For the more adventurous, there is the Ketam Mountain bike park on the western part of the island, presenting narrow biking trails with various degrees of difficulty for the bikers. Within the park lies the curious ‘German Girl’s Shrine’, a small yellow Chinese temple. The story goes that the daughter of a German coffee plantation owner fell to her death from a cliff, while fleeing from the British soldiers. The Chinese labourers, who found her body, performed her last rites, and enshrined her ashes in this small temple. This shrine is said to be popular among the betting enthusiasts of Singapore, who think that the spirit of the German girl would bring them luck.
A good part of the island is covered with mangrove swamps, and our paths go over a number of quaint wooden bridges, which offer pleasant views of the mangrove ecosystem. The rest of the island is mostly covered with lush tropical forests, and biking along the forest trails, with their share of ups and downs, is very refreshing. It is not uncommon to sight wild animals on these paths, and I was able to see a family of wild boar, at close quarters.

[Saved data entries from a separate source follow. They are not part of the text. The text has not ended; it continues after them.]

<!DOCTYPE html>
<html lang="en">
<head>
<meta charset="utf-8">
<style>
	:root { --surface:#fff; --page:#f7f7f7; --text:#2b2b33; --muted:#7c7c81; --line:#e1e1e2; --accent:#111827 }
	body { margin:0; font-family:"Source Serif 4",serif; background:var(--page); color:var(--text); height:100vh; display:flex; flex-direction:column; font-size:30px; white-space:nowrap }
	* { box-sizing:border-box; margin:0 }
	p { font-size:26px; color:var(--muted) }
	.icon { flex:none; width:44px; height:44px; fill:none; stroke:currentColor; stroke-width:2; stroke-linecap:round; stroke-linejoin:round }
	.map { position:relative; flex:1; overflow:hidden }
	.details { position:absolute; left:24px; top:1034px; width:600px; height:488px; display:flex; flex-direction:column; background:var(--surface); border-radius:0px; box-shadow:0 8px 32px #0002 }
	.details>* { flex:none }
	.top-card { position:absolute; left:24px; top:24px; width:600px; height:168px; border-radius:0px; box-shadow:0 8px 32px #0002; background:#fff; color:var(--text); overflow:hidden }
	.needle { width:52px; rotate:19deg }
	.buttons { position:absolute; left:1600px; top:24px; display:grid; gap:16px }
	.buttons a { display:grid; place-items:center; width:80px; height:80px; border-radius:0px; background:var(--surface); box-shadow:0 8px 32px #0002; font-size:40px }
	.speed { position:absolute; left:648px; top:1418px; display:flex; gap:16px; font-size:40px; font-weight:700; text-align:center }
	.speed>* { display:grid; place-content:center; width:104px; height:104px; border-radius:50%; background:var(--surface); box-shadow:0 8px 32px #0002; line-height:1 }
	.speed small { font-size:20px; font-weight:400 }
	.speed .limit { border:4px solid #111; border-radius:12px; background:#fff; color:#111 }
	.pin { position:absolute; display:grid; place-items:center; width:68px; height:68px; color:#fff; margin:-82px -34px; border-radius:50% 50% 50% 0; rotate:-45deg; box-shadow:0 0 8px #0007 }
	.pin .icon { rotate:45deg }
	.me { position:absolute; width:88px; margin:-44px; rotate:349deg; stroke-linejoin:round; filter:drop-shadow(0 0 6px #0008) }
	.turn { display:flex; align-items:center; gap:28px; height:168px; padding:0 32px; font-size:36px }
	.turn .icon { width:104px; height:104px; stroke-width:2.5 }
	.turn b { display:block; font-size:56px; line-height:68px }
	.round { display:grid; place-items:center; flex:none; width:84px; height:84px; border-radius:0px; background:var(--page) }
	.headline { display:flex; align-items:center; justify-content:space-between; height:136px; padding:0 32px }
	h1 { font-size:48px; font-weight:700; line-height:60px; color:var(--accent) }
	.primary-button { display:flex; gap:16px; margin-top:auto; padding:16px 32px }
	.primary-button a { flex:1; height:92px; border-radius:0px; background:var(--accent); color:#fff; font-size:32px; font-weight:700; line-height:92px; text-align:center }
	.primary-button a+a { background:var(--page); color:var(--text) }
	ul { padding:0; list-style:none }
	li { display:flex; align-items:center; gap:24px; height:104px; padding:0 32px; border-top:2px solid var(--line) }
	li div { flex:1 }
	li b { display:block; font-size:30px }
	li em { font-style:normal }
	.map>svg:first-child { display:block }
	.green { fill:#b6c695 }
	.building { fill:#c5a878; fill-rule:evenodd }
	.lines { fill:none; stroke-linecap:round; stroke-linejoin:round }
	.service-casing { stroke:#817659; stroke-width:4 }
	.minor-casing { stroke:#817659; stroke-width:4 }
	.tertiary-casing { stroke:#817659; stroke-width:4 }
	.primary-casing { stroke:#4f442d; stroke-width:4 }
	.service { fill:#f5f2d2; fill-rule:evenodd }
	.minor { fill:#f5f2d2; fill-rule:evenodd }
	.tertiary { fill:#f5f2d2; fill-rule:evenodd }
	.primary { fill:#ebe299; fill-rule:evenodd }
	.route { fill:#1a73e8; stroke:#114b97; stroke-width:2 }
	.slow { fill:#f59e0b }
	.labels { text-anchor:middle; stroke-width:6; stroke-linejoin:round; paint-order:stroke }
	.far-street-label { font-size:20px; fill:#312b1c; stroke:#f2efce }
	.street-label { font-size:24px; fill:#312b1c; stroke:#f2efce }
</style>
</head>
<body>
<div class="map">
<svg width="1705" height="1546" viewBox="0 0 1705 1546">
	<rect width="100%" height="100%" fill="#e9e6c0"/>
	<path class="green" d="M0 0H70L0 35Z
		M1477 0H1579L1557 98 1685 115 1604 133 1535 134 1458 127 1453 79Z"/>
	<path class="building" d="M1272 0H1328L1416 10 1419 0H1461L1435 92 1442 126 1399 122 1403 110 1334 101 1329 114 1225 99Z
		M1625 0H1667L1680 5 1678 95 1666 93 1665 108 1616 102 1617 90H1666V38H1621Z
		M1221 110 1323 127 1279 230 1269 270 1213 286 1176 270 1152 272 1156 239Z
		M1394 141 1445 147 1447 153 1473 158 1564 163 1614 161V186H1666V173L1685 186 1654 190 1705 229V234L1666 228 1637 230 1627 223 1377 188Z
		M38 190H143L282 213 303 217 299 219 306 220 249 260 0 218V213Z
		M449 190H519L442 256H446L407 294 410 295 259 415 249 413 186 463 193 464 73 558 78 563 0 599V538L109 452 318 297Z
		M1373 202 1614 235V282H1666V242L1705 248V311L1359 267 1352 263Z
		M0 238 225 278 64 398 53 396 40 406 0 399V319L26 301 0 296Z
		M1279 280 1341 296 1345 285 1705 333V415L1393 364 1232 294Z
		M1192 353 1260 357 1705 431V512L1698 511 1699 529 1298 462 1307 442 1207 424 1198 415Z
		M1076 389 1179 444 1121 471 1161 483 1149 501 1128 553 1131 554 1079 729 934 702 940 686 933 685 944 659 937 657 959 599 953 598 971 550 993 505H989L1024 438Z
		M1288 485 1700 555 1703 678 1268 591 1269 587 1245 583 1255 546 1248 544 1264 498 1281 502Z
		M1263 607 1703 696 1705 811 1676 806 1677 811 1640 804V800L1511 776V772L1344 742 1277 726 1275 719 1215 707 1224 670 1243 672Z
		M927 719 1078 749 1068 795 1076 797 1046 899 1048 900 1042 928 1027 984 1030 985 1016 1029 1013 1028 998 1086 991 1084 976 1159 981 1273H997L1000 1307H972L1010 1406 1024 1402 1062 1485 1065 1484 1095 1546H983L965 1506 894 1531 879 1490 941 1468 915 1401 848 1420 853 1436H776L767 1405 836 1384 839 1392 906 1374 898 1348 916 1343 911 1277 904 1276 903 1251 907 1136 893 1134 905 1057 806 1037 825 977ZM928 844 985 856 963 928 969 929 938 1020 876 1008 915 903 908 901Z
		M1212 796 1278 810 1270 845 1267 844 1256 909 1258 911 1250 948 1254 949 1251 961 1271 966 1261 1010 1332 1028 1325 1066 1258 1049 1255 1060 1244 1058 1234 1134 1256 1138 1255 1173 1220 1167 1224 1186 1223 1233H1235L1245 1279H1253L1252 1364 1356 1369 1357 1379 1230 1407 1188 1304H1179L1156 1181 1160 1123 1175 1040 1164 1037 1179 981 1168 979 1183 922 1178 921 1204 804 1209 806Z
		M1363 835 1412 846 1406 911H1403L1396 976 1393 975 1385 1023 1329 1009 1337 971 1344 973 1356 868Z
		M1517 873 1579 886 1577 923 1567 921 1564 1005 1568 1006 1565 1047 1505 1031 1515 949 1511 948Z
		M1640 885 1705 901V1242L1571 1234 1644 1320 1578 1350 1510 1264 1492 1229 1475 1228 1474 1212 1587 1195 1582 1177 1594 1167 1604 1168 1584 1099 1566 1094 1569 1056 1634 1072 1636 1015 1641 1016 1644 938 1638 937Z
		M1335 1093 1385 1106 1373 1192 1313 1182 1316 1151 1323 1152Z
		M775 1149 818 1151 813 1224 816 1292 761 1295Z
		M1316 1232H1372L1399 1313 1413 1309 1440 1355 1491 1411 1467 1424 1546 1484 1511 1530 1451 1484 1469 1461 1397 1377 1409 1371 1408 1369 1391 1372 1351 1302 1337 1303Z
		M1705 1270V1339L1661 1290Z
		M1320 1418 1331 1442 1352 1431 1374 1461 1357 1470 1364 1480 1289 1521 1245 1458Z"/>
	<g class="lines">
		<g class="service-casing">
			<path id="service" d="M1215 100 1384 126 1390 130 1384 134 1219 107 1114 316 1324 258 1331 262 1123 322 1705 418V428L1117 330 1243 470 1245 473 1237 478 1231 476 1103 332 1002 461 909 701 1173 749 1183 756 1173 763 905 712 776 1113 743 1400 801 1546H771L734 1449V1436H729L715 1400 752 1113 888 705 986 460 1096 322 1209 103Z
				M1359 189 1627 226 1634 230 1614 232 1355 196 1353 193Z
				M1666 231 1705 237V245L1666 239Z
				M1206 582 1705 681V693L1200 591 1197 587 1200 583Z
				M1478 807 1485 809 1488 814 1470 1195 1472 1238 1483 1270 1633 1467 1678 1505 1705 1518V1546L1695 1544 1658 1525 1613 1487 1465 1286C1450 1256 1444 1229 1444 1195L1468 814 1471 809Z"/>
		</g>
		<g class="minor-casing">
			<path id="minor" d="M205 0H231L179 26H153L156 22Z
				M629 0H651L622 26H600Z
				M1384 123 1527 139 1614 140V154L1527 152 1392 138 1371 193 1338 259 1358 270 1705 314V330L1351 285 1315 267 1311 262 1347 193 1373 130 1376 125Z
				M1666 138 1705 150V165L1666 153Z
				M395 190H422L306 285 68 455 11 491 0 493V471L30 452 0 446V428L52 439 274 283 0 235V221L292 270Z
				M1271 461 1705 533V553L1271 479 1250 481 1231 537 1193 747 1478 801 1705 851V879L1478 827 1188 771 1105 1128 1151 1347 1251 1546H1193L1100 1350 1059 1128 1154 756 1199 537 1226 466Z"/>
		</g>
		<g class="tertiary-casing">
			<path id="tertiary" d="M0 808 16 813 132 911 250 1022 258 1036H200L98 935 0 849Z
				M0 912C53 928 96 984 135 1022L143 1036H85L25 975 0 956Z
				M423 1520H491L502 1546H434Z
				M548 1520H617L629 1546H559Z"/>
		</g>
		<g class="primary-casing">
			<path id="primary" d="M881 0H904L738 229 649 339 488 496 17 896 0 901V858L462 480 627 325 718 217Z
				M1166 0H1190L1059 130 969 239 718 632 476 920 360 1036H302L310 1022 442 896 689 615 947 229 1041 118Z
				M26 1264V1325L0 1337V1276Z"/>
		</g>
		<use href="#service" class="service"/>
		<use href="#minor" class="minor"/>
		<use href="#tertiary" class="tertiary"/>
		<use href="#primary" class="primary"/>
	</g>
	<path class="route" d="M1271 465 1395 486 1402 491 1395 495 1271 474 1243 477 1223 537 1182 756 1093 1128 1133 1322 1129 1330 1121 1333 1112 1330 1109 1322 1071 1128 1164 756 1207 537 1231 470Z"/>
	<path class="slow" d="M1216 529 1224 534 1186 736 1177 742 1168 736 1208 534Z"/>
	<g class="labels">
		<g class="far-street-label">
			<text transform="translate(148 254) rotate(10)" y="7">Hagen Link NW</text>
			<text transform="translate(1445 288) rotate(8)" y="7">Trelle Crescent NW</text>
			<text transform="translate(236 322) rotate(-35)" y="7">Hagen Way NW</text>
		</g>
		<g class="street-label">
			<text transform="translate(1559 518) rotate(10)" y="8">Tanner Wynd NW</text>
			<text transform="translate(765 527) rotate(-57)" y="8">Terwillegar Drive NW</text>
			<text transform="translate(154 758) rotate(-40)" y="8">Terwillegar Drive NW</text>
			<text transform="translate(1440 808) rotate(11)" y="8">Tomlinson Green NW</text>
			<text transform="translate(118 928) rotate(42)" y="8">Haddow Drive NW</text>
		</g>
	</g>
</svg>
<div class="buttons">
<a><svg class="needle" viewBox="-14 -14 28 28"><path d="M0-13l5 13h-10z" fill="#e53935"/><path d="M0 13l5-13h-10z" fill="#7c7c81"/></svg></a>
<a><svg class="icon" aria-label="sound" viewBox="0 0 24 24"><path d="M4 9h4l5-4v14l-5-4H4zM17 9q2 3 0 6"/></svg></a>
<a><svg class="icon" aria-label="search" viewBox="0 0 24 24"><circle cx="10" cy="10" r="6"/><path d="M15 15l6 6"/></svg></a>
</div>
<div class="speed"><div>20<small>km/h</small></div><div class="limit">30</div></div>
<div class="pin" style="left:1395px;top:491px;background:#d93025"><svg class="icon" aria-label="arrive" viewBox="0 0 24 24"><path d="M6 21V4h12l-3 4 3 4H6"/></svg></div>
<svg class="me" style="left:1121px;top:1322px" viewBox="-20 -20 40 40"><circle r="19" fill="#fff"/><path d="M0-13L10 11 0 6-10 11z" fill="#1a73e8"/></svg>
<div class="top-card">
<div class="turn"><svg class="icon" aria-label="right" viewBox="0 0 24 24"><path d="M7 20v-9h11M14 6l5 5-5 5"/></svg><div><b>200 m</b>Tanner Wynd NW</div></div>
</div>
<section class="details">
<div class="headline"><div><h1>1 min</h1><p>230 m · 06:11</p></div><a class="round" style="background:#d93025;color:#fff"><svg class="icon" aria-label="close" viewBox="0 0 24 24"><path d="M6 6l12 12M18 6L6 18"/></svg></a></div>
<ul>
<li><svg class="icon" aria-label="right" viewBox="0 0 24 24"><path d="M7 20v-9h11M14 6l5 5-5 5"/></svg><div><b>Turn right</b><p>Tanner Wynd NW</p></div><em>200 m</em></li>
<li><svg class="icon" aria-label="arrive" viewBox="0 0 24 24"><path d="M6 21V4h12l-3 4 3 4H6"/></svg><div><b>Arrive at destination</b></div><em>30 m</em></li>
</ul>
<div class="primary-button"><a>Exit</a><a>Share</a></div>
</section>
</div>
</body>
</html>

There are a couple of temples in Pulau Ubin for the spiritually-oriented. The Lotus Temple has a big, golden statue of Buddha overlooking a small pond. The Fo Shan Ting Da Bo Gong temple, closer to the town, sits by the side of a small hill.
Authentic religious performances are held on the island by the residents of Pulau Ubin, during special occasions like the Hungry Ghost Festival.
The single-biggest attraction of Pulau Ubin is the Chek Jawa wetlands, lying on the south-eastern edge of the island. It is considered to be a unique location, where seven different inter-dependant ecosystems exist together in one small area — mangroves, coastal hill forest, rocky shore, sandbars, sandy shore, sea grass lagoon, and coral rubble area. Chek Jawa is reached by a rather strenuous pedalling of about five to six km from the main jetty; the lesser fit can hire taxis to reach there. There are two walks available to witness the ecosystem — the mangrove boardwalk and the coastal walk. The former allows you to have a close view of the inland and coastal mangrove ecosystem, while the latter offers a magnificent view of the unique coast. There is the 21-metre Jejawi Tower, which accords a panoramic view over the whole area.
Located just behind the Chek Jawa information kiosk is another exceptional landmark of Pulau Ubin — House No. 1, Pulau Ubin. It is a strikingly beautiful Tudor-style mansion, facing the sea. It was built in the 1930s as a holiday resort by Langdon Williams, who was the Chief Surveyor in the region. The building has been painstakingly restored, and now functions as the Chek Jawa Visitor Centre. It is supposed to house the only working fireplace in the whole of Singapore.
Pulau Ubin had, at one point of time, supported about 1,000 people, through granite mining, and its plantations of rubber, coffee, and spices. The mining has long since stopped, and Nature has overrun the plantations, leaving less than 100 people living on the island. There is no electricity and piped water supply on the island, and you encounter quite a few docile dogs on the roads. Life is totally unhurried here, and this stark contrast with the efficient, systematic Singapore is where Pulau Ubin’s charm lies.
Pulau Ubin is a great place to spend a full day at a languid pace, and the best way to do it is on a bike, preferably on your own — like I did.